Your instructions: Show all lines of the listing that contain the word "Center".

Supplied records:
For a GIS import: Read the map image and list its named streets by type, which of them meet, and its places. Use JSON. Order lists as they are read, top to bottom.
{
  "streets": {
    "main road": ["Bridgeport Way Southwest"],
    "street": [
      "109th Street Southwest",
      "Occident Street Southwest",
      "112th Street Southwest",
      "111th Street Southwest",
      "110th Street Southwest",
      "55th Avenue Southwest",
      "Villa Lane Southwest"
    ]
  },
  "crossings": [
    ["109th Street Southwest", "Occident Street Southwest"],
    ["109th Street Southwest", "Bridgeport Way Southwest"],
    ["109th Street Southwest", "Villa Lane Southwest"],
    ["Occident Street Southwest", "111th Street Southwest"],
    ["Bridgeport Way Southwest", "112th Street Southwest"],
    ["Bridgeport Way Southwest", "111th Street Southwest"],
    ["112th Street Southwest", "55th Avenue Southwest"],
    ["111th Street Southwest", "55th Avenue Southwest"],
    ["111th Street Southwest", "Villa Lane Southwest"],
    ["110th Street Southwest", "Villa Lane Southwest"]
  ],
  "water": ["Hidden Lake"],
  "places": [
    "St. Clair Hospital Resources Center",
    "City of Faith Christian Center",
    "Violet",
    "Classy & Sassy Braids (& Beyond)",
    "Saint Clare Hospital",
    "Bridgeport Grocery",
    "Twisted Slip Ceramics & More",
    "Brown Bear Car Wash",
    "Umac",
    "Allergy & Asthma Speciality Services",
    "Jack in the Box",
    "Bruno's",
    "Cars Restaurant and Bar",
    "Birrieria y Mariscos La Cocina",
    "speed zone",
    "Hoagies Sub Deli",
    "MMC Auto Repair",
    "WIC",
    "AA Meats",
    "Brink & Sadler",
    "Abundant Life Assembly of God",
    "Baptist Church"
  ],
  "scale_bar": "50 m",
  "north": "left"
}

Task result:
    "St. Clair Hospital Resources Center",
    "City of Faith Christian Center",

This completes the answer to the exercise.